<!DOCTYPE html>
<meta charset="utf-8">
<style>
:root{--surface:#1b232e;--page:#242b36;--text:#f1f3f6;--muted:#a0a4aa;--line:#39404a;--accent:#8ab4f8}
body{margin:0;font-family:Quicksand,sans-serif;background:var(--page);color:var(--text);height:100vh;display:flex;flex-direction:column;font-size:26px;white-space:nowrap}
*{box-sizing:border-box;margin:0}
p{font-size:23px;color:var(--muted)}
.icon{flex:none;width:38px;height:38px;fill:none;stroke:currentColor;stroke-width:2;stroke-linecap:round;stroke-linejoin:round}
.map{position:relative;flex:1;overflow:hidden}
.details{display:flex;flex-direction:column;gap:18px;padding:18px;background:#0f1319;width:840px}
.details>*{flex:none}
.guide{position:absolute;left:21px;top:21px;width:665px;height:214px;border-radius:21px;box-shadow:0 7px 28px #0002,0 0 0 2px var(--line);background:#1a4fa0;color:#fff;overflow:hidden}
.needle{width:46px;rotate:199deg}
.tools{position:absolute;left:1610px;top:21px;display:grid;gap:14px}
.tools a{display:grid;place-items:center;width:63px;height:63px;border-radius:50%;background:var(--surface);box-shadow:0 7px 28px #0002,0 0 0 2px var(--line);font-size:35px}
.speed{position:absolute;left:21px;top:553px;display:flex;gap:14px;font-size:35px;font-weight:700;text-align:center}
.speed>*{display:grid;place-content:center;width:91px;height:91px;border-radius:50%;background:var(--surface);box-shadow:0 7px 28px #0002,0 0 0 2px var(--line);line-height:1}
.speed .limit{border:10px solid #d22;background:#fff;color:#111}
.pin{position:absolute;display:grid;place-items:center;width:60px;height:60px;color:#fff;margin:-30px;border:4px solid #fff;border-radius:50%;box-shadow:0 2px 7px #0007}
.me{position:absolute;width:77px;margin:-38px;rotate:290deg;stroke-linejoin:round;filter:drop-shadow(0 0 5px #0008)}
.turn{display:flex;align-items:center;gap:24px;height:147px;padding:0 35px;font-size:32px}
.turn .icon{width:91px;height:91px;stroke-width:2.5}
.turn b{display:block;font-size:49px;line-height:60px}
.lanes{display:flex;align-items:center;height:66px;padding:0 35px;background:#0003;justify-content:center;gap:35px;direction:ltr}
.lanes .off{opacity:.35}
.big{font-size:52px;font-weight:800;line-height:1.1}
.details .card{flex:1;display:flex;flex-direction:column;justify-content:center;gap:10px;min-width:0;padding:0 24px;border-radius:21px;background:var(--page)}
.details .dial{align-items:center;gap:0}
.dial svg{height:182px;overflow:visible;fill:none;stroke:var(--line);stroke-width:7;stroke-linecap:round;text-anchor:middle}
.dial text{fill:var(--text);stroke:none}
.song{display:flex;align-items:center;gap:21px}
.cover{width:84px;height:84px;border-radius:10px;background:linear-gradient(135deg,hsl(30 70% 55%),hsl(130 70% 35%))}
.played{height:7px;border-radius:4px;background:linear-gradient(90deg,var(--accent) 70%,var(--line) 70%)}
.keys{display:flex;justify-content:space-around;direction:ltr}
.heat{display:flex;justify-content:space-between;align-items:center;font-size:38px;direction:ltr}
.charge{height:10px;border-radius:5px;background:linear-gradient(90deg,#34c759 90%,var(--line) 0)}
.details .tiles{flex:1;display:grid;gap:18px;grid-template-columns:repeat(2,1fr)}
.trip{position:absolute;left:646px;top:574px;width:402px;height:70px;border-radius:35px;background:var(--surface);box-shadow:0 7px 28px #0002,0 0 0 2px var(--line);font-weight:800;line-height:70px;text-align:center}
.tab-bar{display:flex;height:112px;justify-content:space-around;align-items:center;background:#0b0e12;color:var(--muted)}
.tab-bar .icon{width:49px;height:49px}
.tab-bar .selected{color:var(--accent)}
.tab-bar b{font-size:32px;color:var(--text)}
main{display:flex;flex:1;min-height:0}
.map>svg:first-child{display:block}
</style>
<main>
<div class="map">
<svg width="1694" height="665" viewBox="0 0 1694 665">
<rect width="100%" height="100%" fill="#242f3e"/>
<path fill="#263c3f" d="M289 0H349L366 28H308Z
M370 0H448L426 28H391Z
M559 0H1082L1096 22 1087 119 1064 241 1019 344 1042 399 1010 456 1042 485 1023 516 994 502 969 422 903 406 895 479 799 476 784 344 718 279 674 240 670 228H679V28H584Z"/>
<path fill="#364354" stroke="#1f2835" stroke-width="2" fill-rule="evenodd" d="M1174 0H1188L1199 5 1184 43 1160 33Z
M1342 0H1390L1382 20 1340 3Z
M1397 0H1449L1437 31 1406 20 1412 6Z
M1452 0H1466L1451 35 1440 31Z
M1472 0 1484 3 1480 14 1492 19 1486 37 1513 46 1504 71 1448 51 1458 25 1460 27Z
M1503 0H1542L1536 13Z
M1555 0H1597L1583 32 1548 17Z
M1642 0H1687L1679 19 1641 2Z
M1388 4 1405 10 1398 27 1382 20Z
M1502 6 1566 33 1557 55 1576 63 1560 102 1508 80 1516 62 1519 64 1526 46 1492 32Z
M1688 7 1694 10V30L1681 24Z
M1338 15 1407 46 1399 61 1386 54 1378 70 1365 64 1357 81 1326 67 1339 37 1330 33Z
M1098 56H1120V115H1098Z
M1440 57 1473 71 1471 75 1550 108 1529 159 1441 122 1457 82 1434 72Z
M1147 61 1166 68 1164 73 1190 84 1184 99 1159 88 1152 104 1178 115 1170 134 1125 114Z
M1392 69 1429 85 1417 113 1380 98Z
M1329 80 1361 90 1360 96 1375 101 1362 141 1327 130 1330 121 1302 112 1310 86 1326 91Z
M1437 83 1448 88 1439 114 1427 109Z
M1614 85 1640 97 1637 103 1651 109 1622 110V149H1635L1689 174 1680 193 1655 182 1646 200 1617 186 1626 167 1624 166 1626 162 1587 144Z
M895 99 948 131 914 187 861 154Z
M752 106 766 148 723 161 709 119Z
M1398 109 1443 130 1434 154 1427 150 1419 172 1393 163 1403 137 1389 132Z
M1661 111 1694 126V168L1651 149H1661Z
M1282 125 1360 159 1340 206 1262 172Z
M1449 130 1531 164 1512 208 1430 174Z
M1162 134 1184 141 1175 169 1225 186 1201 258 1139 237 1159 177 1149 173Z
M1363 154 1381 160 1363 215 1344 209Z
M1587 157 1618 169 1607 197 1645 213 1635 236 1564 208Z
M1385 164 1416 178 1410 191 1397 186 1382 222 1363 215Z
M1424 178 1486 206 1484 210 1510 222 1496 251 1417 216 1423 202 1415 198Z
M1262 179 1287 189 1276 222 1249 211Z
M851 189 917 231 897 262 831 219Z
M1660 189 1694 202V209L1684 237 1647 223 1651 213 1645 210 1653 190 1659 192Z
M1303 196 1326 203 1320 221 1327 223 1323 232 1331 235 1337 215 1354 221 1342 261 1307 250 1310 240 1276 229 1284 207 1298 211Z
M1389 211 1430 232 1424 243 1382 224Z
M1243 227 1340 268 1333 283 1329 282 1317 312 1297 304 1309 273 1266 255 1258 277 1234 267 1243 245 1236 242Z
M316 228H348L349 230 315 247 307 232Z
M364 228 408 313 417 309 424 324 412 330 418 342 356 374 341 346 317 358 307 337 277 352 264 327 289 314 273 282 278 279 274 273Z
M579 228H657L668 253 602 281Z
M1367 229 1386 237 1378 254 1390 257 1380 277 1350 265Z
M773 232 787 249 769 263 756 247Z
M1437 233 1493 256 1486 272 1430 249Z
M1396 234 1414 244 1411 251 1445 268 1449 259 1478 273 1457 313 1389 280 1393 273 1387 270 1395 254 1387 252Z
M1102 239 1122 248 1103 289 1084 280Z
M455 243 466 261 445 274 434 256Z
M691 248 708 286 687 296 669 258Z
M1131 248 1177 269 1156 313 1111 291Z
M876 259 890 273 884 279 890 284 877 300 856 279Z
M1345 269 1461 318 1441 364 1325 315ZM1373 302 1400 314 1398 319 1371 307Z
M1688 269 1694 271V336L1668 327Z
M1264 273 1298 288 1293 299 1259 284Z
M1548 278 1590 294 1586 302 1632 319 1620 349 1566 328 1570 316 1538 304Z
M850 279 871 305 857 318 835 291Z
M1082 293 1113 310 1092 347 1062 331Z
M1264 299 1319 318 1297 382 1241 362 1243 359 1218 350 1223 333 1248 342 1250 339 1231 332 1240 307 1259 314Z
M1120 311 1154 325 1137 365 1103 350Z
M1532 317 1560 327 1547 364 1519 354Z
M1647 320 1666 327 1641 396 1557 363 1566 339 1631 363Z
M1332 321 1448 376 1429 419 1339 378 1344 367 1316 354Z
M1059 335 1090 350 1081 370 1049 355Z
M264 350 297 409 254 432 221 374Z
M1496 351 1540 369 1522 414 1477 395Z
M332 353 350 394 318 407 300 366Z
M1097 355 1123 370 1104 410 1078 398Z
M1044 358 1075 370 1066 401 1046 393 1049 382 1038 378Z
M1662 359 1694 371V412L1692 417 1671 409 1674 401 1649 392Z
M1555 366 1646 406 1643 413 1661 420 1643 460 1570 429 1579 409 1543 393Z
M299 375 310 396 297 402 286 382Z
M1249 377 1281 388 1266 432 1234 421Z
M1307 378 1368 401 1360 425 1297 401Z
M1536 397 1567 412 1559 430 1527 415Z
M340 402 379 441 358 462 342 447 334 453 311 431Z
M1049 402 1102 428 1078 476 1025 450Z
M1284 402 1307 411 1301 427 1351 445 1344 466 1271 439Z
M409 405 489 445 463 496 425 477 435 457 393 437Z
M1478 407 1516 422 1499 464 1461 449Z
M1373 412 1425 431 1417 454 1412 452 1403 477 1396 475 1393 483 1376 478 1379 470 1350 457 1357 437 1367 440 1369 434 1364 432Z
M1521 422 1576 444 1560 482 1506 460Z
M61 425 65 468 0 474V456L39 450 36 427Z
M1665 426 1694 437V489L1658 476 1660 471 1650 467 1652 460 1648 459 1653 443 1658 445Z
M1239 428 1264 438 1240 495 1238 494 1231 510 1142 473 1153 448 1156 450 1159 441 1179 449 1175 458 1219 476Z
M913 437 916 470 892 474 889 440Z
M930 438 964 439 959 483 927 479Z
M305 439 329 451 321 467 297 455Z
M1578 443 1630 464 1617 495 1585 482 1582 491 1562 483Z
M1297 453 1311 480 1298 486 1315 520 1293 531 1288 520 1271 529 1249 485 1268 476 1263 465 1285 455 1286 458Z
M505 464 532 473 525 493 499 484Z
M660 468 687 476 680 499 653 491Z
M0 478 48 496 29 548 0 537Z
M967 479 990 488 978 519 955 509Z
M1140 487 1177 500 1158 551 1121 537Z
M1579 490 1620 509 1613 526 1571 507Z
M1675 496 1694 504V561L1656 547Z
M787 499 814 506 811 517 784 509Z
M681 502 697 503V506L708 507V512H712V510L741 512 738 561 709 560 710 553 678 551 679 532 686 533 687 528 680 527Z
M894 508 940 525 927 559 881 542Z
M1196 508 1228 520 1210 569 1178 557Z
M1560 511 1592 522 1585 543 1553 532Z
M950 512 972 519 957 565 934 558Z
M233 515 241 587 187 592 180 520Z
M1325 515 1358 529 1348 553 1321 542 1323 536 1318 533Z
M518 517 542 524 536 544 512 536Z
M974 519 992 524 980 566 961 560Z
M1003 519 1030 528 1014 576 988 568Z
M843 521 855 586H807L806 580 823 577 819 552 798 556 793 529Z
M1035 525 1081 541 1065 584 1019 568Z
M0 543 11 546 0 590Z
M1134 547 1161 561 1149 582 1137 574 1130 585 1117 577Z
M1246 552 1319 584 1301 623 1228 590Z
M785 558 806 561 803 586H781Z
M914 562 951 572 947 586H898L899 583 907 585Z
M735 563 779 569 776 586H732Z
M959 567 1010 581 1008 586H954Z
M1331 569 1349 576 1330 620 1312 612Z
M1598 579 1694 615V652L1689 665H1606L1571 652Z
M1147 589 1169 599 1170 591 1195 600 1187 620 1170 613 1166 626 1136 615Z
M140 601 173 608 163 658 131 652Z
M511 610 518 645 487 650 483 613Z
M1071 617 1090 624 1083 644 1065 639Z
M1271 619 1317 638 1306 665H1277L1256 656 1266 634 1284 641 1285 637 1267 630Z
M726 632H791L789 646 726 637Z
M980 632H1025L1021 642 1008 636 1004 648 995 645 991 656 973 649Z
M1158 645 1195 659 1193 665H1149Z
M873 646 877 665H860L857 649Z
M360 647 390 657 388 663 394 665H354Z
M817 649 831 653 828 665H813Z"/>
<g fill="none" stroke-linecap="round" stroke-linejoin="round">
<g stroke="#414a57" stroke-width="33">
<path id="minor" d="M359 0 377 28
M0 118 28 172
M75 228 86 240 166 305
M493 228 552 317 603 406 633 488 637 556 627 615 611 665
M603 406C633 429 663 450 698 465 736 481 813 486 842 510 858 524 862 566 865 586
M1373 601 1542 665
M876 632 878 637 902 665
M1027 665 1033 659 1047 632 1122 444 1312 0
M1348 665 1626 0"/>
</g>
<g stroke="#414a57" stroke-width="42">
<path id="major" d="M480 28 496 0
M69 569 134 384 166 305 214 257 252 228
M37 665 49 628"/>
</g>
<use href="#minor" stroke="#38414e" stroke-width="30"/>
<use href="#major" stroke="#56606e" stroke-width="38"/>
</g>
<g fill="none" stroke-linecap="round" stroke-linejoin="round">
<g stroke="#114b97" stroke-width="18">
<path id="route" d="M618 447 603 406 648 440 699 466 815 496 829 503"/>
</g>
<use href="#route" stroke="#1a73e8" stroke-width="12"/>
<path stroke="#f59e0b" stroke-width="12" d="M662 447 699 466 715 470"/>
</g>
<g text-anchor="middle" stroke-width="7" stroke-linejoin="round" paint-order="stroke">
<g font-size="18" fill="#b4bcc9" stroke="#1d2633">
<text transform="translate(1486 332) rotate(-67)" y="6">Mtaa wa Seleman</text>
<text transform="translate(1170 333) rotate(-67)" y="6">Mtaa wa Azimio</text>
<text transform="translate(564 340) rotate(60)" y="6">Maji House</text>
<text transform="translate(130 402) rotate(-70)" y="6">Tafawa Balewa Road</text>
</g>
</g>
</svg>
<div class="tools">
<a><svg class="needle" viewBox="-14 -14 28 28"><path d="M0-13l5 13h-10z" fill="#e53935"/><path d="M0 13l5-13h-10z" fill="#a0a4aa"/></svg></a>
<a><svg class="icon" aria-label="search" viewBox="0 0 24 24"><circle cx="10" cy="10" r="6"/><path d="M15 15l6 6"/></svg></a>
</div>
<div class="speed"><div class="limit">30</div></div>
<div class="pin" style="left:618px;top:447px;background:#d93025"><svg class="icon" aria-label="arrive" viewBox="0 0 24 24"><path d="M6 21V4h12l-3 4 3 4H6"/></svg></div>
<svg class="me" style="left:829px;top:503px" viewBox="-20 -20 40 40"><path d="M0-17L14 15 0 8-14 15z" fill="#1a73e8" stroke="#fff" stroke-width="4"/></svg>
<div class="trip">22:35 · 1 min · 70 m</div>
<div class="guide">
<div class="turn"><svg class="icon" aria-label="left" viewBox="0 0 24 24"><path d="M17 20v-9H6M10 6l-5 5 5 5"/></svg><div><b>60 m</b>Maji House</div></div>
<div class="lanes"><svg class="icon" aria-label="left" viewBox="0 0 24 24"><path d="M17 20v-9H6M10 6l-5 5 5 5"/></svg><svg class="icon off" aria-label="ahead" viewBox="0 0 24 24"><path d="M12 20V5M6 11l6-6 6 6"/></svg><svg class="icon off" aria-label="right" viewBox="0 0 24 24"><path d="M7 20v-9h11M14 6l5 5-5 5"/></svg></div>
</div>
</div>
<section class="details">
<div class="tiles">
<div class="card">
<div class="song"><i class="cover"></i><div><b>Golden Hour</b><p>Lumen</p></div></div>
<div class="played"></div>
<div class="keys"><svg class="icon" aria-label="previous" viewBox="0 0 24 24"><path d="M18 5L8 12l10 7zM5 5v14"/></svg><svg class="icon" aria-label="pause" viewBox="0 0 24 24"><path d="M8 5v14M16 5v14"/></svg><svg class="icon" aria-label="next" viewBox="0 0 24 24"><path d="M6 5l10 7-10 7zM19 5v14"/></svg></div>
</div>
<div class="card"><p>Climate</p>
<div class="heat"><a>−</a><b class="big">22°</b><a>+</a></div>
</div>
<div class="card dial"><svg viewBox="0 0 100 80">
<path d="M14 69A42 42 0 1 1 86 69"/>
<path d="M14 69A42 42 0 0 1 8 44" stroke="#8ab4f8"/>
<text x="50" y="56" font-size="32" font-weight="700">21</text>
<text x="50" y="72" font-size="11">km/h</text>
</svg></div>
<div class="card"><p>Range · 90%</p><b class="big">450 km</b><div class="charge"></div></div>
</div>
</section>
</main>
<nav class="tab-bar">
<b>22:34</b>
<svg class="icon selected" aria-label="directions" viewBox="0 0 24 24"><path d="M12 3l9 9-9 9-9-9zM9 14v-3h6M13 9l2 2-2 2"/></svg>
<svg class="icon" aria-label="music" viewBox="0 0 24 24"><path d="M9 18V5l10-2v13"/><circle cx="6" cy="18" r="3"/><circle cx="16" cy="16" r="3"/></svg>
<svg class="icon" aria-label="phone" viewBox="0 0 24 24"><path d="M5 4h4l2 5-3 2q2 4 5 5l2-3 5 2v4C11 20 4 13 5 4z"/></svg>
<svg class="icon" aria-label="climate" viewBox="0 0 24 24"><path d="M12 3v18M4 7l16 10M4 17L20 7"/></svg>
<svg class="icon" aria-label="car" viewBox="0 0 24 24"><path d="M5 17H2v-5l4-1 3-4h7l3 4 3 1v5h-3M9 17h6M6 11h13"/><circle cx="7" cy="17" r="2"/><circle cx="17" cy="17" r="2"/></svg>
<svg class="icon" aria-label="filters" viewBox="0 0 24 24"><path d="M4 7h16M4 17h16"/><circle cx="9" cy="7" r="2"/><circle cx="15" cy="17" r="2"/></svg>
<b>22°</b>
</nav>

■ ■ ■ ■ ■ ■ ■

Count the lines of the data that contain the string "hidden", and reply with that number alone.

- **Solution below**: 2